Automatically Visualize any dataset, any size with a single line of code. Created by Ram Seshadri. Collaborators Welcome. Permission Granted upon Request.

AutoViz and Auto_ViML

Last update: Jan 2, 2023

Related tags

Data Visualization visualization python machine-learning scikit-learn python3 xgboost tableau automl tpot automated-machine-learning auto-sklearn automl-algorithms

Overview

AutoViz

Automatically Visualize any dataset, any size with a single line of code.

AutoViz performs automatic visualization of any dataset with one line. Give any input file (CSV, txt or json) and AutoViz will visualize it.

Install
Usage
API
Maintainers
Contributing
License

Install

Prerequsites

Anaconda

To clone AutoViz, it's better to create a new environment, and install the required dependencies:

To install from PyPi:

conda create -n <your_env_name> python=3.7 anaconda
conda activate <your_env_name> # ON WINDOWS: `source activate <your_env_name>`
pip install autoviz

To install from source:

cd <AutoViz_Destination>
git clone git@github.com:AutoViML/AutoViz.git
# or download and unzip https://github.com/AutoViML/AutoViz/archive/master.zip
conda create -n <your_env_name> python=3.7 anaconda
conda activate <your_env_name> # ON WINDOWS: `source activate <your_env_name>`
cd AutoViz
pip install -r requirements.txt

Usage

Read this Medium article to know how to use AutoViz.

In the AutoViz directory, open a Jupyter Notebook and use this line to instantiate the library

from autoviz.AutoViz_Class import AutoViz_Class

AV = AutoViz_Class()

Load a dataset (any CSV or text file) into a Pandas dataframe or give the name of the path and filename you want to visualize. If you don't have a filename, you can simply assign the filename argument "" (empty string).

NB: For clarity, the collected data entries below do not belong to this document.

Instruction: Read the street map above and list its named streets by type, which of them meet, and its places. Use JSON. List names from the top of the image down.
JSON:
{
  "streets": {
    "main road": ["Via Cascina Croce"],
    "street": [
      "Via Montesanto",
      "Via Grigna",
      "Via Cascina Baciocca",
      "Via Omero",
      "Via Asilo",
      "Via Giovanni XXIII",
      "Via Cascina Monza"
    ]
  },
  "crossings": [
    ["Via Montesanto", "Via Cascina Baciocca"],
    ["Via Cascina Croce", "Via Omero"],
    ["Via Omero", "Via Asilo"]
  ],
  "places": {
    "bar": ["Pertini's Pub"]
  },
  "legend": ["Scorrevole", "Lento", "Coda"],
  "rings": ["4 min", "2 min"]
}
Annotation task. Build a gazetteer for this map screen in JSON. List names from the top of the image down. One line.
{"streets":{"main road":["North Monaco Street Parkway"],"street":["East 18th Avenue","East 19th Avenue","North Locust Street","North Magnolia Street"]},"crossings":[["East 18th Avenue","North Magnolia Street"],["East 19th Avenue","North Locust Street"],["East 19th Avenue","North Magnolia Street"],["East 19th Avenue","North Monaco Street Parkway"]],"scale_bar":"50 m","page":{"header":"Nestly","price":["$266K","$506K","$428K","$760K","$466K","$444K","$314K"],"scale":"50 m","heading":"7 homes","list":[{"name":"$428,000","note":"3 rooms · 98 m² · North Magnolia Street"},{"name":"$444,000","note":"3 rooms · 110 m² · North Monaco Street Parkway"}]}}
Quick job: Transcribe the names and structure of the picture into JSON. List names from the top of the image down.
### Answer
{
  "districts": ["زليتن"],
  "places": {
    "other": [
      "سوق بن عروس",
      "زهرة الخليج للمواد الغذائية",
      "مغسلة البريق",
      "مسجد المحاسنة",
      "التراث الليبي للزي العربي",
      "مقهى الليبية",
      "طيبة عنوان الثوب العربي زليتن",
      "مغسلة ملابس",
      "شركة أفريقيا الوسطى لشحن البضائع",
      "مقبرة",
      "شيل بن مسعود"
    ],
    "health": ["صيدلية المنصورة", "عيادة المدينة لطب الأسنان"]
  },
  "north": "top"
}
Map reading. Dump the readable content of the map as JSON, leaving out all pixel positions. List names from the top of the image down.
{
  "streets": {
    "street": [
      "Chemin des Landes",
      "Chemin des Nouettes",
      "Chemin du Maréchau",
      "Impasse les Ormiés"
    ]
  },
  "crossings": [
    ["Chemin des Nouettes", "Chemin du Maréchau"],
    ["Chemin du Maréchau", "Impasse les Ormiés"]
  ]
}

Call AutoViz using the filename (or dataframe) along with the separator and the name of the target variable in the input. AutoViz will do the rest. You will see charts and plots on your screen.

filename = ""
sep = ","
dft = AV.AutoViz(
    filename,
    sep=",",
    depVar="",
    dfte=None,
    header=0,
    verbose=0,
    lowess=False,
    chart_format="svg",
    max_rows_analyzed=150000,
    max_cols_analyzed=30,
)

AV.AutoViz is the main plotting function in AV.

Notes:

AutoViz will visualize any sized file using a statistically valid sample.
COMMA is assumed as default separator in file. But you can change it.
Assumes first row as header in file but you can change it.

verbose option
- if 0, display minimal information but displays charts on your notebook
- if 1, print extra information on the notebook and also display charts
- if 2, will not display any charts, it will simply save them in your local machine under AutoViz_Plots directory

API

Arguments

filename - Make sure that you give filename as empty string ("") if there is no filename associated with this data and you want to use a dataframe, then use dfte to give the name of the dataframe. Otherwise, fill in the file name and leave dfte as empty string. Only one of these two is needed to load the data set.
sep - this is the separator in the file. It can be comma, semi-colon or tab or any value that you see in your file that separates each column.
depVar - target variable in your dataset. You can leave it as empty string if you don't have a target variable in your data.
dfte - this is the input dataframe in case you want to load a pandas dataframe to plot charts. In that case, leave filename as an empty string.
header - the row number of the header row in your file. If it is the first row, then this must be zero.
verbose - it has 3 acceptable values: 0, 1 or 2. With zero, you get all charts but limited info. With 1 you get all charts and more info. With 2, you will not see any charts but they will be quietly generated and save in your local current directory under the AutoViz_Plots directory which will be created. Make sure you delete this folder periodically, otherwise, you will have lots of charts saved here if you used verbose=2 option a lot.
lowess - this option is very nice for small datasets where you can see regression lines for each pair of continuous variable against the target variable. Don't use this for large data sets (that is over 100,000 rows)
chart_format - this can be SVG, PNG or JPG. You will get charts generated and saved in this format if you used verbose=2 option. Very useful for generating charts and using them later.
max_rows_analyzed - limits the max number of rows that is used to display charts. If you have a very large data set with millions of rows, then use this option to limit the amount of time it takes to generate charts. We will take a statistically valid sample.
max_cols_analyzed - limits the number of continuous vars that can be analyzed

Maintainers

Contributing

See the contributing file!

PRs accepted.

License

Apache License, Version 2.0

DISCLAIMER

This project is not an official Google project. It is not supported by Google and Google specifically disclaims all warranties as to its quality, merchantability, or fitness for a particular purpose.

Comments

Project logo [help wanted]

If anyone with design sensibilities sees this. We are open to changing the project logo.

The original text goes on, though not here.